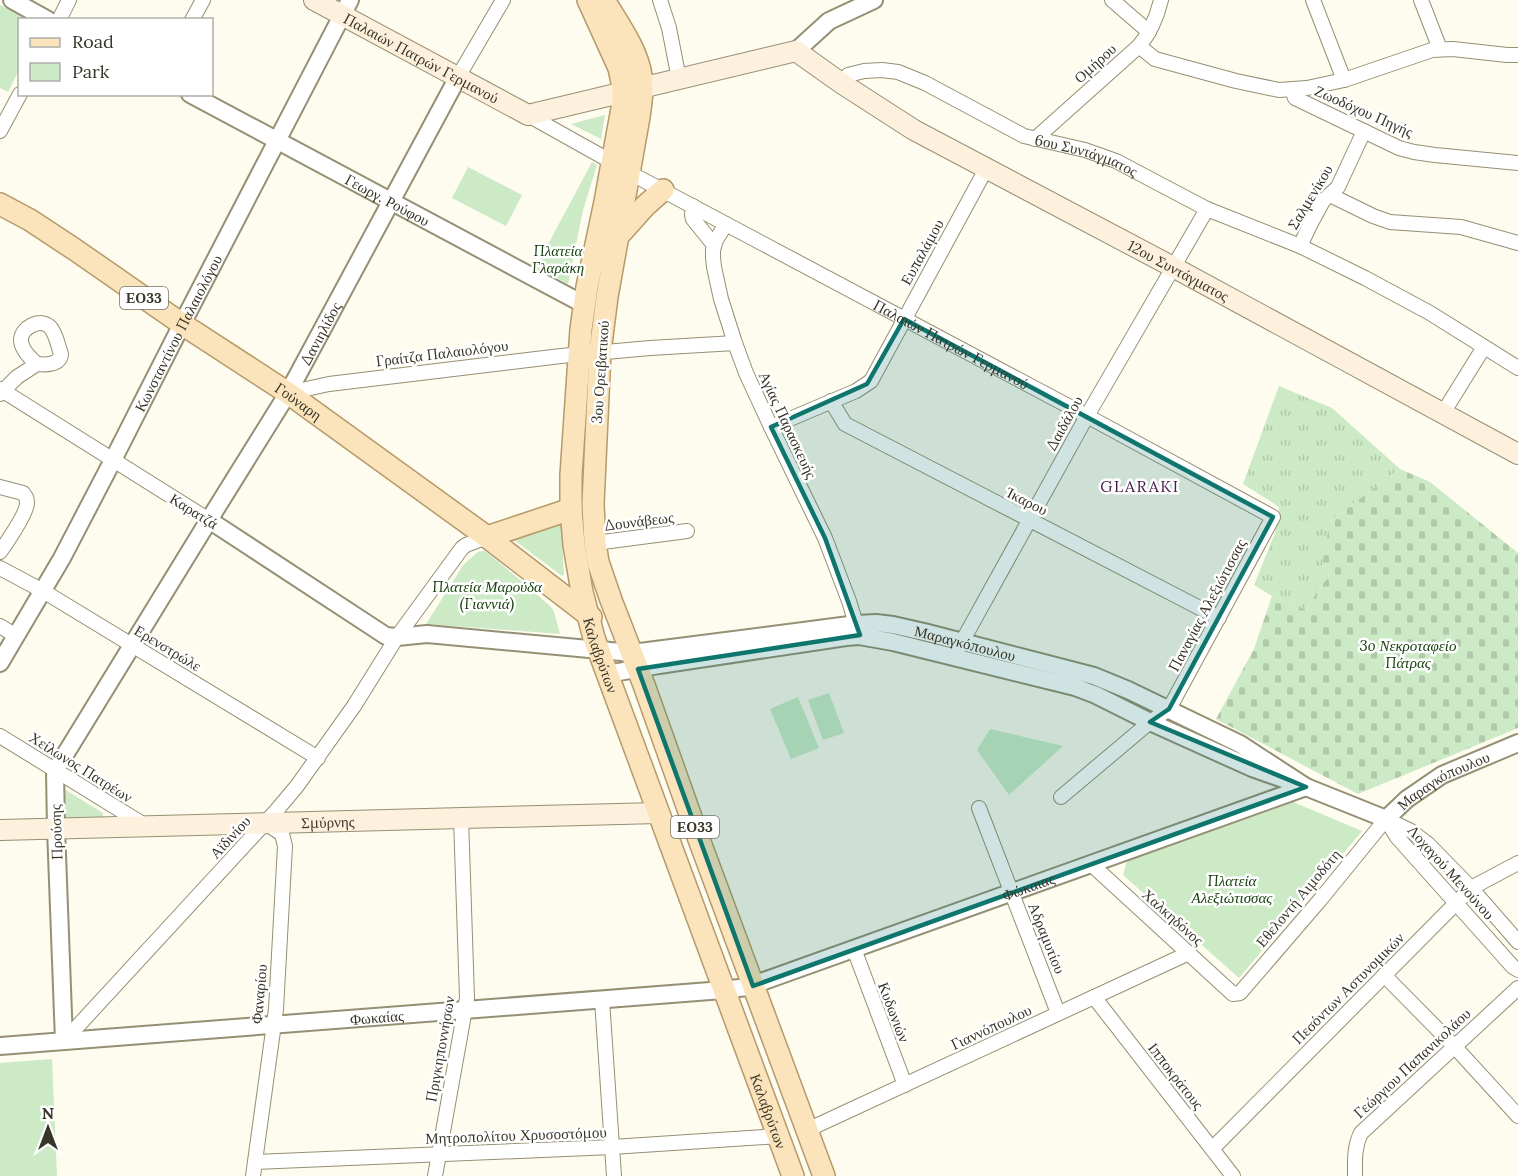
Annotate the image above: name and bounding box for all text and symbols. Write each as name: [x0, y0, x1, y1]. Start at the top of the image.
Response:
* * *
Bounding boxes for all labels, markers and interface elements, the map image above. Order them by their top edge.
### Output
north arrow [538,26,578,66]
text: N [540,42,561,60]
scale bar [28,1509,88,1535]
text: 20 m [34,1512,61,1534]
...
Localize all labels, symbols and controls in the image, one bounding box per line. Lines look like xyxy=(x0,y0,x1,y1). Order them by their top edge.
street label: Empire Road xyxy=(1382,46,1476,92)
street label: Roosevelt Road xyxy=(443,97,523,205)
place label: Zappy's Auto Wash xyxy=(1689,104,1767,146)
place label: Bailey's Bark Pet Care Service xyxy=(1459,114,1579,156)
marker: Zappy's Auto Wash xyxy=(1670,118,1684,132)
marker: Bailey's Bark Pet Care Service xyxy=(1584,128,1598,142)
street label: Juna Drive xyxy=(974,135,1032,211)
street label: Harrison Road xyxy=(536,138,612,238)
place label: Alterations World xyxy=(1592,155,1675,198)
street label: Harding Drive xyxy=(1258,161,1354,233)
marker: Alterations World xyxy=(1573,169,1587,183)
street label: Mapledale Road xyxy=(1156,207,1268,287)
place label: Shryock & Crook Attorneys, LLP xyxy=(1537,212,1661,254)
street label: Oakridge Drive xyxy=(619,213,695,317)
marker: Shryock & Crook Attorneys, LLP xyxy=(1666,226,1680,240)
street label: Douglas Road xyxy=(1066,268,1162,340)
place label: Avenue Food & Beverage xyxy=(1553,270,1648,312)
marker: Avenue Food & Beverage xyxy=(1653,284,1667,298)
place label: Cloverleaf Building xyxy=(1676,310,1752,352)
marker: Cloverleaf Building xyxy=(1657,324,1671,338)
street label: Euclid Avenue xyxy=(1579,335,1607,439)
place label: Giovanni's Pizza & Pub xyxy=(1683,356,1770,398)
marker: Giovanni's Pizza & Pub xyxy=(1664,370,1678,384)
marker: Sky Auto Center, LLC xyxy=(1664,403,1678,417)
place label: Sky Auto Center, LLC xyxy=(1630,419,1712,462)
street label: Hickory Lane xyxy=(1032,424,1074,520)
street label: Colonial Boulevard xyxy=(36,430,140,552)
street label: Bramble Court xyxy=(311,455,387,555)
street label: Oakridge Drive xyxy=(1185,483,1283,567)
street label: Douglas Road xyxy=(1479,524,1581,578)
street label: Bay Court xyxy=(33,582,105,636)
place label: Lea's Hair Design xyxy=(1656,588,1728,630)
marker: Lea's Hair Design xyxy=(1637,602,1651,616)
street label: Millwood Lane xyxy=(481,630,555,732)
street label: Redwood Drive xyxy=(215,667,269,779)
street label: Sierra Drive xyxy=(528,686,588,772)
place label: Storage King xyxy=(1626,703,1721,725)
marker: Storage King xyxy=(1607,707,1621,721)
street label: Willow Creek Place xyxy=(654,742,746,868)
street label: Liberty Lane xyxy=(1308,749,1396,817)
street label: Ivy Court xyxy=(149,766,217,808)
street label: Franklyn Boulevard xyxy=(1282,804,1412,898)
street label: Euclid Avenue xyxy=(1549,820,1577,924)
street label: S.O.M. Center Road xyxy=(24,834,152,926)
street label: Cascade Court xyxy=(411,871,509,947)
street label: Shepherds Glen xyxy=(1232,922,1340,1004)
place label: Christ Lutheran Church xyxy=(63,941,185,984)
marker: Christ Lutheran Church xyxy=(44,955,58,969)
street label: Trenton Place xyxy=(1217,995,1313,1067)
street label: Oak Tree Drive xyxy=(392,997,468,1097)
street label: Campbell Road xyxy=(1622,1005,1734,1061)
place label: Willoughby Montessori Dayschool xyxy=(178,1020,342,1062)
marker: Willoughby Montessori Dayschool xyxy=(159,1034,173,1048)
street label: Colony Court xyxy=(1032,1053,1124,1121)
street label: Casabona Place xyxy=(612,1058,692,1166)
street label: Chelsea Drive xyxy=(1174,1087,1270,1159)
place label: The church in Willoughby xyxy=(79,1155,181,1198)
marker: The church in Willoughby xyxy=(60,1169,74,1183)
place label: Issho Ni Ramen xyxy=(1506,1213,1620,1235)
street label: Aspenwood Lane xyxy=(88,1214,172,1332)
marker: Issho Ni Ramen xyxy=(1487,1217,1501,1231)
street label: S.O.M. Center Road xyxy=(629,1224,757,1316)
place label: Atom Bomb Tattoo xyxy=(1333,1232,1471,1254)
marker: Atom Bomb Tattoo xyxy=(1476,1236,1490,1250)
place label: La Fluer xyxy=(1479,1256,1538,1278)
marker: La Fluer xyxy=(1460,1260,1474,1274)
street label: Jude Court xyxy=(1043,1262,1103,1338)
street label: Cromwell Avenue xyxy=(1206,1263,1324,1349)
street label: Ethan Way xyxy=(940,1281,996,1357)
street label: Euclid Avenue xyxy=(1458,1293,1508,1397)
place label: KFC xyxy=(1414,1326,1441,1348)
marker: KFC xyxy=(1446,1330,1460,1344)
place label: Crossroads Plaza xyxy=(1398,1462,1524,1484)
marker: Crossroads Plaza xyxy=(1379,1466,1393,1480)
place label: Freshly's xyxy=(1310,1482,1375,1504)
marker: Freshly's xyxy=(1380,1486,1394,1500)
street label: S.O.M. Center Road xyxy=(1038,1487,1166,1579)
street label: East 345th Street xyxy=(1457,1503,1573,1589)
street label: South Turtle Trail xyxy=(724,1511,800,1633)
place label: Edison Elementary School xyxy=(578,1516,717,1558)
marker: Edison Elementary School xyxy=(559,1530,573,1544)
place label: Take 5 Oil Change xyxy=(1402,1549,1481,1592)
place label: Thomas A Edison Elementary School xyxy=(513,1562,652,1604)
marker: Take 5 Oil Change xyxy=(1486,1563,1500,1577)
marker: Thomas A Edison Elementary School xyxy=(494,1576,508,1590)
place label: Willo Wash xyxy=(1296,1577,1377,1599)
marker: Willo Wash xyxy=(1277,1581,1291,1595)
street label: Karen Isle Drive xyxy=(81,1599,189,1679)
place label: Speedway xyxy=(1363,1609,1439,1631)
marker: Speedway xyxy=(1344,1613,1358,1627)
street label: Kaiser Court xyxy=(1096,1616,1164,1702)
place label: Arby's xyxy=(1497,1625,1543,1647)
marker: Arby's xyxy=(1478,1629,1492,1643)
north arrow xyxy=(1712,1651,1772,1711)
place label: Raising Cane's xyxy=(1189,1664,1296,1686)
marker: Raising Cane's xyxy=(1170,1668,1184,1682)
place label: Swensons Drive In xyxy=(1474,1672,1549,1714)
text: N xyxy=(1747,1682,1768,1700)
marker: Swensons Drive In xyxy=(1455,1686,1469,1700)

* _Required work_
Select the lines from the entries that include the word "above".

* _Exercise response_
Annotate the image above: name and bounding box for all text and symbols. Write each as name: [x0, y0, x1, y1]. Start at the top of the image.
Bounding boxes for all labels, markers and interface elements, the map image above. Order them by their top edge.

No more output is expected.